_Data to examine_

::::::::

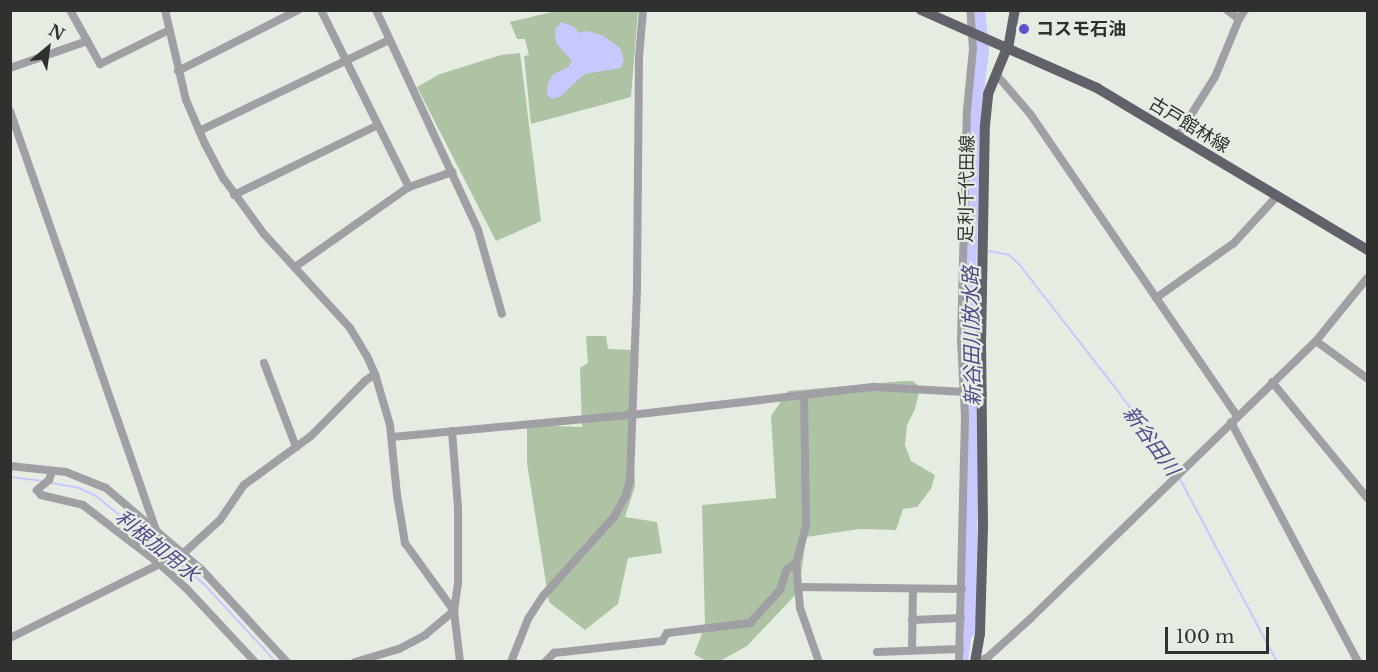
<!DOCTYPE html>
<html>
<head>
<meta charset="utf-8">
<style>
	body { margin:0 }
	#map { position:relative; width:1378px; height:672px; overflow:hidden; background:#e5ede2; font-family:"Libre Baskerville","Noto Sans JP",serif }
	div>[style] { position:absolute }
	.green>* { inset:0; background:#adc3a4 }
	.water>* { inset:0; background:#c7c8ff }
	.stream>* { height:2px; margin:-1px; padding:0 1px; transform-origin:1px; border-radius:1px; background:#c7c8ff }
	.river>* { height:12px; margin:-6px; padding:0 6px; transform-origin:6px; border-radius:6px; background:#c7c8ff }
	.minor>* { height:8px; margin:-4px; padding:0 4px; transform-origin:4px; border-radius:4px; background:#9f9fa4 }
	.major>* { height:10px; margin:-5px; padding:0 5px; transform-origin:5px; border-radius:5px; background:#61616a }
	.dots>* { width:16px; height:16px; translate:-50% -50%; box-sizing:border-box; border:3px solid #e5ede2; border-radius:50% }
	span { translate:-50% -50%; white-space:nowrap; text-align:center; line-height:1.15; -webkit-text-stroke:4.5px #e5ede2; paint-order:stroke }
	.poi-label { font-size:18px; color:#2e312d; font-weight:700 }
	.left { translate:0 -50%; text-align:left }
	.street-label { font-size:18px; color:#2e312d }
	.water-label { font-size:20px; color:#4e4a8c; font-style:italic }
	.frame { position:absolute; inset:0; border:12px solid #2e312d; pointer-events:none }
	.north { position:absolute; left:18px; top:18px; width:60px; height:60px; -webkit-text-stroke:4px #e5ede2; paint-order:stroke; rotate:29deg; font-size:16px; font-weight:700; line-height:24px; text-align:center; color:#2e312d }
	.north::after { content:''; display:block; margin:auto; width:21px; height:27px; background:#2e312d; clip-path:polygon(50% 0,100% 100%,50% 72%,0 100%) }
	.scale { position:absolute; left:1165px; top:627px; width:104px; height:27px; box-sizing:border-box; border:3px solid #2e312d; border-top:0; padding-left:8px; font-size:18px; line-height:21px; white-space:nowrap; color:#2e312d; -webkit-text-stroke:4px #e5ede2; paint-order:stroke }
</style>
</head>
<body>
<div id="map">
	<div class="green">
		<div style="clip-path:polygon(556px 11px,638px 11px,631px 97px,531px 124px,524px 56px,529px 55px,525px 39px,517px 39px,510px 22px)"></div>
		<div style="clip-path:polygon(520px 53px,541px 221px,496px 241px,417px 87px,440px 74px,501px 55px)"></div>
		<div style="clip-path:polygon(586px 336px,606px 336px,608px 349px,632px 350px,631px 404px,635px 486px,625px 517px,657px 522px,662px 553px,628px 558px,618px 604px,585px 630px,549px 602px,527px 463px,527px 425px,582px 427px,580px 368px,588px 363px)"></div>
		<div style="clip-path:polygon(904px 381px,913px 381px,920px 387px,915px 409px,907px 425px,905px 445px,911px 461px,935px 475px,931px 489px,917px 507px,903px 509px,896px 530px,860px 529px,806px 537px,799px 591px,747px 646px,720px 661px,706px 661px,694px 654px,705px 626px,702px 505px,776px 498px,771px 416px,788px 391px)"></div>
	</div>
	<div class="water">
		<div style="clip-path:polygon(562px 22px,574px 27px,579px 33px,587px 31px,602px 35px,620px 48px,624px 59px,621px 68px,584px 74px,561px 96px,552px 99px,547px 95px,548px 83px,553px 75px,569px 66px,572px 61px,556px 43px,555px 29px)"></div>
		<div style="clip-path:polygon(964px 606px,976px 607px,975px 634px,971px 638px,968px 661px,963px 662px)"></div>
	</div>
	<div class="stream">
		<div style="left:989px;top:251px;width:20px;rotate:11deg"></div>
		<div style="left:1009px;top:255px;width:13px;rotate:42deg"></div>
		<div style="left:1019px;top:264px;width:161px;rotate:52.1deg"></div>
		<div style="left:1118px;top:391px;width:102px;rotate:54.6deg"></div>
		<div style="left:10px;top:477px;width:33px;rotate:7deg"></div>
		<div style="left:1180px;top:479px;width:207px;rotate:62.1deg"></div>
		<div style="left:52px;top:483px;width:27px;rotate:10deg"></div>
		<div style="left:79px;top:488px;width:19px;rotate:25deg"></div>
		<div style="left:96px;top:496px;width:95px;rotate:39deg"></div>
		<div style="left:174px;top:559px;width:38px;rotate:40deg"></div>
		<div style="left:203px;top:583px;width:108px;rotate:47.3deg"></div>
	</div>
	<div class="river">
		<div style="left:970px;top:621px;width:234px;rotate:-89.3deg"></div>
		<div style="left:973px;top:387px;width:110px;rotate:-91.6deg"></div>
		<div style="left:970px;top:277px;width:160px;rotate:-88.2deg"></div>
		<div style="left:975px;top:117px;width:67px;rotate:-83.2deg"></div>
		<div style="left:983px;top:50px;width:40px;rotate:-95.7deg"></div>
	</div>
	<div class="minor">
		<div style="left:70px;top:10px;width:62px;rotate:60.9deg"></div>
		<div style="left:100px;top:64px;width:77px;rotate:-26.2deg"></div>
		<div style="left:165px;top:10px;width:92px;rotate:76.9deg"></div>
		<div style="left:186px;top:100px;width:48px;rotate:66.6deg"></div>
		<div style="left:205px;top:144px;width:40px;rotate:62deg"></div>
		<div style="left:224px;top:179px;width:68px;rotate:54deg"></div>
		<div style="left:264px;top:234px;width:127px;rotate:47.5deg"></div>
		<div style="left:350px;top:328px;width:33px;rotate:59deg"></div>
		<div style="left:367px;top:356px;width:20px;rotate:66deg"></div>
		<div style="left:375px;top:374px;width:53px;rotate:73.6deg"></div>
		<div style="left:390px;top:425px;width:70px;rotate:84.3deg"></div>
		<div style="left:397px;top:495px;width:49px;rotate:80.5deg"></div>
		<div style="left:405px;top:543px;width:84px;rotate:54.2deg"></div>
		<div style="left:321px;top:10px;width:198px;rotate:63.6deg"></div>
		<div style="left:376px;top:10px;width:242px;rotate:65.1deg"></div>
		<div style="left:478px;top:230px;width:87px;rotate:74.1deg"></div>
		<div style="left:1227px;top:10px;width:15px;rotate:37deg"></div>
		<div style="left:10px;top:68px;width:82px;rotate:-19.3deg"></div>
		<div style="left:178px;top:71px;width:135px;rotate:-26.9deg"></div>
		<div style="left:996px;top:74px;width:54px;rotate:49.5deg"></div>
		<div style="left:1031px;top:115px;width:365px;rotate:55.6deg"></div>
		<div style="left:10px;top:111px;width:444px;rotate:70.8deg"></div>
		<div style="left:199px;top:131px;width:211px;rotate:-25.6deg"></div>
		<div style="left:1177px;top:137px;width:71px;rotate:-57.7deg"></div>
		<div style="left:1215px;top:77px;width:63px;rotate:-67.5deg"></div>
		<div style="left:1239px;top:19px;width:11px;rotate:-56deg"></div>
		<div style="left:234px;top:195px;width:158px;rotate:-25.9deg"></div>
		<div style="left:295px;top:267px;width:139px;rotate:-35.1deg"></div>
		<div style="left:409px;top:187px;width:46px;rotate:-19.2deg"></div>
		<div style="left:1156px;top:298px;width:95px;rotate:-35.2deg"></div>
		<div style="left:1234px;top:243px;width:64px;rotate:-47.5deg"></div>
		<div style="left:1316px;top:341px;width:64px;rotate:36.2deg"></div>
		<div style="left:264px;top:363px;width:90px;rotate:69.1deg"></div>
		<div style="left:1272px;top:382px;width:151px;rotate:50.6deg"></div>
		<div style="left:804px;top:396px;width:130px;rotate:89.1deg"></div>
		<div style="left:806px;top:526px;width:38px;rotate:105deg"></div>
		<div style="left:796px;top:563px;width:45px;rotate:84.9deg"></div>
		<div style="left:800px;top:608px;width:57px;rotate:70.6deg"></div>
		<div style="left:1231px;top:422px;width:272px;rotate:62.1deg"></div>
		<div style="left:452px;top:431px;width:77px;rotate:85.5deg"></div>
		<div style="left:458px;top:508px;width:75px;rotate:90deg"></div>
		<div style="left:458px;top:583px;width:28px;rotate:98deg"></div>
		<div style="left:454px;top:611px;width:51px;rotate:83.3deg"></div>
		<div style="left:392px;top:437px;width:240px;rotate:-5.3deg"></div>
		<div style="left:631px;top:415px;width:245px;rotate:-6.6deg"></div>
		<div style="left:874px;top:387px;width:109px;rotate:3.2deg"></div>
		<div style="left:10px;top:466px;width:56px;rotate:6.1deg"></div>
		<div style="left:66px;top:472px;width:43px;rotate:21.8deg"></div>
		<div style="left:106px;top:488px;width:126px;rotate:40.5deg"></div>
		<div style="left:202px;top:570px;width:125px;rotate:47.3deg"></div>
		<div style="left:52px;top:471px;width:9px;rotate:108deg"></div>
		<div style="left:49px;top:480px;width:16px;rotate:140deg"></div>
		<div style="left:37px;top:490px;width:6px;rotate:51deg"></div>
		<div style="left:41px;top:495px;width:43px;rotate:13.4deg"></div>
		<div style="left:83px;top:505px;width:97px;rotate:37.5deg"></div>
		<div style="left:160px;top:564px;width:35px;rotate:43deg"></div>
		<div style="left:186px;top:588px;width:101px;rotate:47deg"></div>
		<div style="left:798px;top:587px;width:164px;rotate:0.7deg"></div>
		<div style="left:912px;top:620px;width:49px;rotate:-2.3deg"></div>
		<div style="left:10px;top:638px;width:196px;rotate:-26.3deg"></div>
		<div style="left:186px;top:551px;width:46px;rotate:-42.4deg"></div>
		<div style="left:220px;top:520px;width:42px;rotate:-55.6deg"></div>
		<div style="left:244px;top:485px;width:83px;rotate:-36.2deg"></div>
		<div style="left:311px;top:436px;width:77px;rotate:-45.5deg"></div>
		<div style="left:365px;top:381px;width:12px;rotate:-35deg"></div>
		<div style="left:912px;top:650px;width:61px;rotate:-89.1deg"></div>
		<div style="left:877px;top:652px;width:83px;rotate:-2.1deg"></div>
		<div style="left:355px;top:662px;width:46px;rotate:-16.5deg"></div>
		<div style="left:399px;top:649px;width:30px;rotate:-28deg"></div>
		<div style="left:425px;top:635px;width:38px;rotate:-40deg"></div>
		<div style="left:511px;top:662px;width:46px;rotate:-68.4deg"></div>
		<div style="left:528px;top:619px;width:27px;rotate:-57deg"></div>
		<div style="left:543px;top:596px;width:106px;rotate:-48.1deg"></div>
		<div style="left:614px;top:517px;width:25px;rotate:-61deg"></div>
		<div style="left:626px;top:495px;width:16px;rotate:-75deg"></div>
		<div style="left:630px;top:480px;width:194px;rotate:-87.9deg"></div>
		<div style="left:637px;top:286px;width:229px;rotate:-89.5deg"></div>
		<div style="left:639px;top:57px;width:47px;rotate:-85.1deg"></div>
		<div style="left:545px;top:662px;width:13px;rotate:-45deg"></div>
		<div style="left:554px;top:653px;width:109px;rotate:-6.3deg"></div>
		<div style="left:662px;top:641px;width:9px;rotate:-58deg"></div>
		<div style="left:667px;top:633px;width:84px;rotate:-6.9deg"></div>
		<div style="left:750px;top:623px;width:45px;rotate:-47.7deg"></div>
		<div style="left:780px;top:590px;width:22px;rotate:-72deg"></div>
		<div style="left:787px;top:569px;width:11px;rotate:-34deg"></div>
		<div style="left:959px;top:662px;width:245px;rotate:-88.6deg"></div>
		<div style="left:965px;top:417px;width:76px;rotate:-93deg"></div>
		<div style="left:961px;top:341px;width:81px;rotate:-88.6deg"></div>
		<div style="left:963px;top:260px;width:150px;rotate:-88.5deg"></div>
		<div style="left:967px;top:110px;width:61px;rotate:-84.4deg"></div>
		<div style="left:973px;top:49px;width:39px;rotate:-94deg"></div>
		<div style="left:978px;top:662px;width:11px;rotate:-27deg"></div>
		<div style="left:988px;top:657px;width:57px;rotate:-42.1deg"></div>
		<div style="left:1030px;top:619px;width:399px;rotate:-44.2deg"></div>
		<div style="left:1316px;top:341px;width:82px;rotate:-50.9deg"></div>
	</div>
	<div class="major">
		<div style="left:921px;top:10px;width:193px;rotate:23.9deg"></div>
		<div style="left:1097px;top:88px;width:316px;rotate:30.9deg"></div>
		<div style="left:975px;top:662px;width:28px;rotate:-80deg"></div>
		<div style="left:980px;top:634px;width:107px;rotate:-88.4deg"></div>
		<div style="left:983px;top:527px;width:181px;rotate:-90.6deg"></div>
		<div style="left:981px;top:346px;width:221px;rotate:-89deg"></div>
		<div style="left:985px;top:125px;width:31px;rotate:-84deg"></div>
		<div style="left:988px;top:94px;width:55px;rotate:-67.6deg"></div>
		<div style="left:1009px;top:43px;width:34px;rotate:-80deg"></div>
	</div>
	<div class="dots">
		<div style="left:1024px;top:29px;background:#6153cb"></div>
	</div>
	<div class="poi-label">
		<span class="left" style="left:1036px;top:29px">コスモ石油</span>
	</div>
	<div class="street-label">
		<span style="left:1189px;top:125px;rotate:31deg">古戸館林線</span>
		<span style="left:967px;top:189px;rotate:-89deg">足利千代田線</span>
	</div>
	<div class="water-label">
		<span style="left:972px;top:336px;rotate:-91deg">新谷田川放水路</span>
		<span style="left:1151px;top:441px;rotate:54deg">新谷田川</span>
		<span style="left:157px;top:546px;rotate:39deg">利根加用水</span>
	</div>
	<div class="frame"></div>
	<div class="north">N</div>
	<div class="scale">100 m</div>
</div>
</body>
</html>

::::::::

_Try it_
Every line of the entries above that holds "stream" should be copied out.

_Result below_
	.stream>* { height:2px; margin:-1px; padding:0 1px; transform-origin:1px; border-radius:1px; background:#c7c8ff }
	<div class="stream">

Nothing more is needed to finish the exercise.